• [Task requirements] Set down a true copy of the data, with all pictures left out.

• [Collected data]
□ □ □ □ □
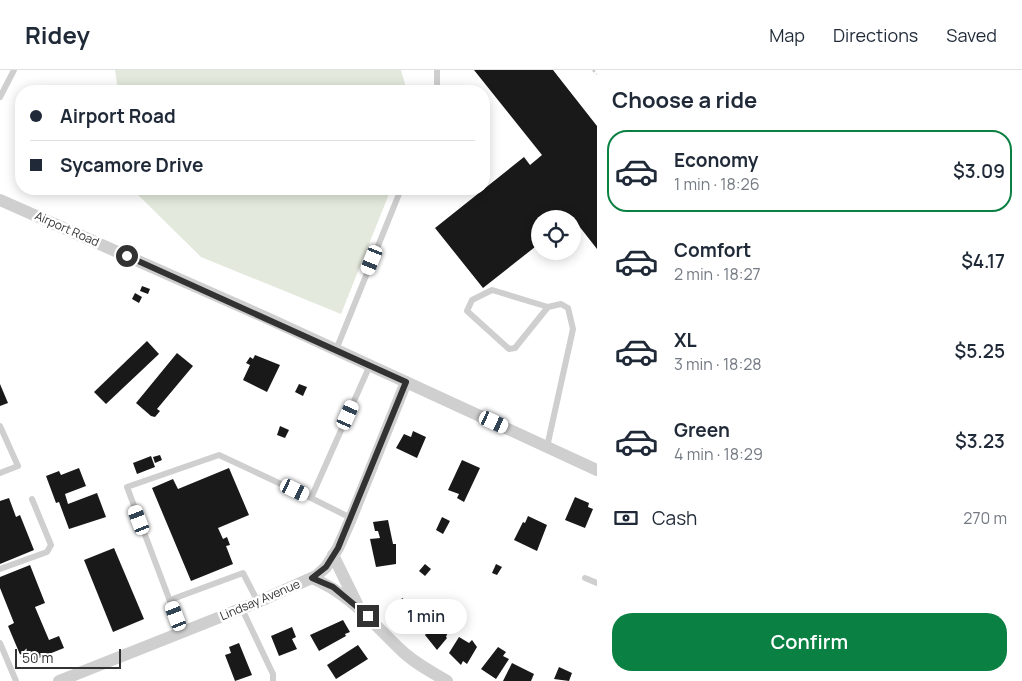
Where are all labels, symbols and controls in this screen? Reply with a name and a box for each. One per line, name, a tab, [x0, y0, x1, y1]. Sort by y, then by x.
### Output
text: Ridey	[25, 18, 90, 51]
text: Map	[769, 23, 805, 47]
text: Directions	[833, 23, 918, 47]
text: Saved	[946, 23, 997, 47]
text: Choose a ride	[612, 85, 757, 115]
text: Airport Road	[60, 103, 176, 129]
text: Economy	[674, 147, 758, 173]
icon: car	[614, 149, 659, 194]
text: Sycamore Drive	[60, 152, 203, 178]
text: $3.09	[953, 158, 1005, 184]
text: 1 min · 18:26	[674, 173, 760, 195]
street label: Airport Road	[32, 207, 102, 250]
map controls	[531, 210, 581, 260]
button: locate	[531, 210, 581, 260]
text: Comfort	[674, 237, 751, 263]
icon: car	[614, 239, 659, 284]
car	[359, 243, 384, 277]
route start	[116, 245, 138, 267]
text: $4.17	[961, 248, 1005, 274]
text: 2 min · 18:27	[674, 263, 761, 285]
text: XL	[674, 327, 697, 353]
icon: car	[614, 329, 659, 374]
text: $5.25	[955, 338, 1005, 364]
text: 3 min · 18:28	[674, 353, 762, 375]
car	[335, 398, 360, 432]
car	[477, 409, 510, 435]
text: Green	[674, 417, 730, 443]
icon: car	[614, 419, 659, 464]
text: $3.23	[955, 428, 1005, 454]
text: 4 min · 18:29	[674, 443, 763, 465]
car	[278, 477, 311, 503]
car	[126, 503, 151, 537]
icon: cash	[612, 504, 640, 532]
text: Cash	[652, 505, 697, 531]
text: 270 m	[963, 507, 1007, 529]
street label: Lindsay Avenue	[217, 575, 302, 624]
callout: 1 min	[386, 598, 468, 634]
car	[163, 599, 188, 633]
route end	[357, 605, 379, 627]
text: 1 min	[407, 605, 445, 627]
button: Confirm	[612, 613, 1007, 671]
scale bar	[15, 646, 121, 669]
text: 50 m	[22, 648, 53, 667]

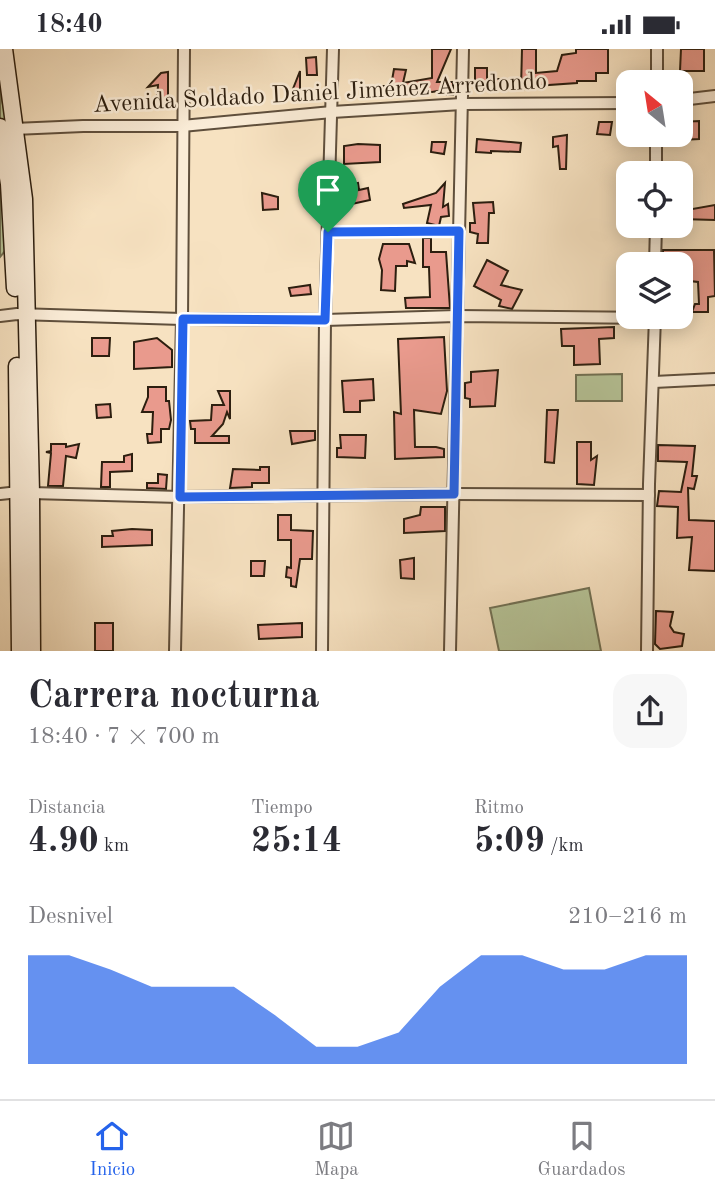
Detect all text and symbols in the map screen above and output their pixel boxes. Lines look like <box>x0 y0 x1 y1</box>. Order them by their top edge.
text: 18:40 <box>35 12 103 38</box>
street label: Avenida Soldado Daniel Jiménez Arredondo <box>92 70 548 118</box>
north arrow <box>616 70 693 147</box>
map controls <box>616 70 693 329</box>
pin <box>298 160 358 232</box>
button: locate <box>616 161 693 238</box>
icon: arrive <box>309 171 347 209</box>
button: layers <box>616 252 693 329</box>
button: share <box>613 674 687 748</box>
text: Carrera nocturna <box>28 678 319 716</box>
text: 18:40 · 7 × 700 m <box>28 725 220 748</box>
text: Distancia <box>28 799 105 818</box>
text: Tiempo <box>251 799 313 818</box>
text: Ritmo <box>474 799 524 818</box>
text: 4.90 <box>28 824 99 859</box>
text: 25:14 <box>251 824 342 859</box>
text: 5:09 <box>474 824 545 859</box>
text: km <box>99 837 129 856</box>
text: /km <box>545 837 584 856</box>
text: Desnivel <box>28 905 113 928</box>
text: 210–216 m <box>568 905 687 928</box>
tab: Inicio <box>89 1117 135 1182</box>
tab: Mapa <box>314 1117 359 1182</box>
tab: Guardados <box>538 1117 626 1182</box>

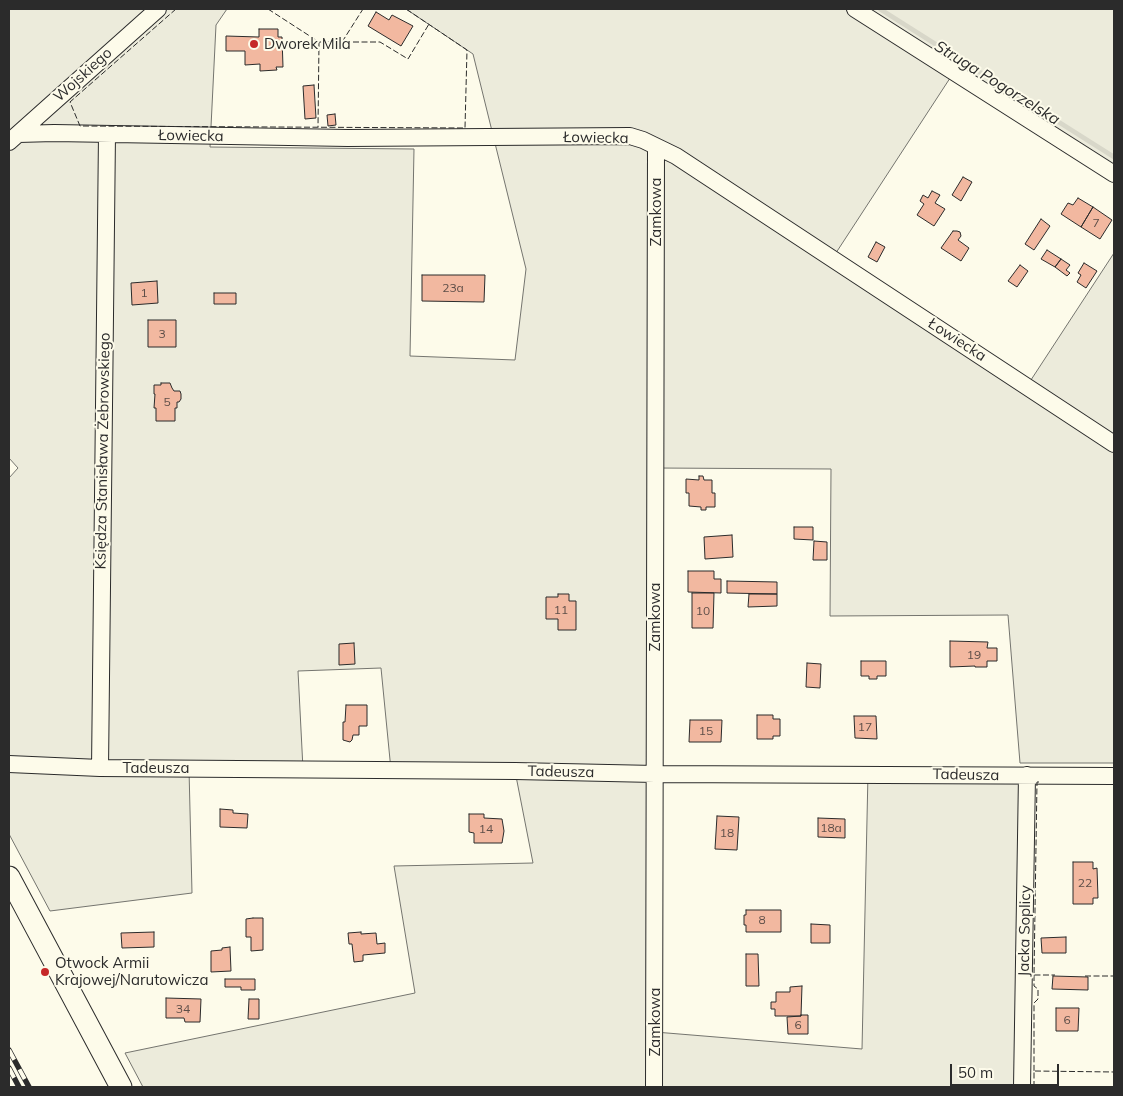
□ □ □ □ □
• [Final answer]
Where are all labels, symbols and controls in this screen? Reply with a name and a box for each. One per line, name, a tab, [x0, y0, x1, y1]. Sort by y, then by x.
### Output
text: Ridey	[25, 18, 90, 51]
text: Map	[769, 23, 805, 47]
text: Directions	[833, 23, 918, 47]
text: Saved	[946, 23, 997, 47]
text: Choose a ride	[612, 85, 757, 115]
text: Airport Road	[60, 103, 176, 129]
text: Economy	[674, 147, 758, 173]
icon: car	[614, 149, 659, 194]
text: Sycamore Drive	[60, 152, 203, 178]
text: $3.09	[953, 158, 1005, 184]
text: 1 min · 18:26	[674, 173, 760, 195]
street label: Airport Road	[32, 207, 102, 250]
map controls	[531, 210, 581, 260]
button: locate	[531, 210, 581, 260]
text: Comfort	[674, 237, 751, 263]
icon: car	[614, 239, 659, 284]
car	[359, 243, 384, 277]
route start	[116, 245, 138, 267]
text: $4.17	[961, 248, 1005, 274]
text: 2 min · 18:27	[674, 263, 761, 285]
text: XL	[674, 327, 697, 353]
icon: car	[614, 329, 659, 374]
text: $5.25	[955, 338, 1005, 364]
text: 3 min · 18:28	[674, 353, 762, 375]
car	[335, 398, 360, 432]
car	[477, 409, 510, 435]
text: Green	[674, 417, 730, 443]
icon: car	[614, 419, 659, 464]
text: $3.23	[955, 428, 1005, 454]
text: 4 min · 18:29	[674, 443, 763, 465]
car	[278, 477, 311, 503]
car	[126, 503, 151, 537]
icon: cash	[612, 504, 640, 532]
text: Cash	[652, 505, 697, 531]
text: 270 m	[963, 507, 1007, 529]
street label: Lindsay Avenue	[217, 575, 302, 624]
callout: 1 min	[386, 598, 468, 634]
car	[163, 599, 188, 633]
route end	[357, 605, 379, 627]
text: 1 min	[407, 605, 445, 627]
button: Confirm	[612, 613, 1007, 671]
scale bar	[15, 646, 121, 669]
text: 50 m	[22, 648, 53, 667]

Detect all text and symbols in the map screen above and output their pixel boxes. Lines look like <box>x0 y0 x1 y1</box>. Order them by their top edge.
text: 18:40 <box>35 12 103 38</box>
street label: Avenida Soldado Daniel Jiménez Arredondo <box>92 70 548 118</box>
north arrow <box>616 70 693 147</box>
map controls <box>616 70 693 329</box>
pin <box>298 160 358 232</box>
button: locate <box>616 161 693 238</box>
icon: arrive <box>309 171 347 209</box>
button: layers <box>616 252 693 329</box>
button: share <box>613 674 687 748</box>
text: Carrera nocturna <box>28 678 319 716</box>
text: 18:40 · 7 × 700 m <box>28 725 220 748</box>
text: Distancia <box>28 799 105 818</box>
text: Tiempo <box>251 799 313 818</box>
text: Ritmo <box>474 799 524 818</box>
text: 4.90 <box>28 824 99 859</box>
text: 25:14 <box>251 824 342 859</box>
text: 5:09 <box>474 824 545 859</box>
text: km <box>99 837 129 856</box>
text: /km <box>545 837 584 856</box>
text: Desnivel <box>28 905 113 928</box>
text: 210–216 m <box>568 905 687 928</box>
tab: Inicio <box>89 1117 135 1182</box>
tab: Mapa <box>314 1117 359 1182</box>
tab: Guardados <box>538 1117 626 1182</box>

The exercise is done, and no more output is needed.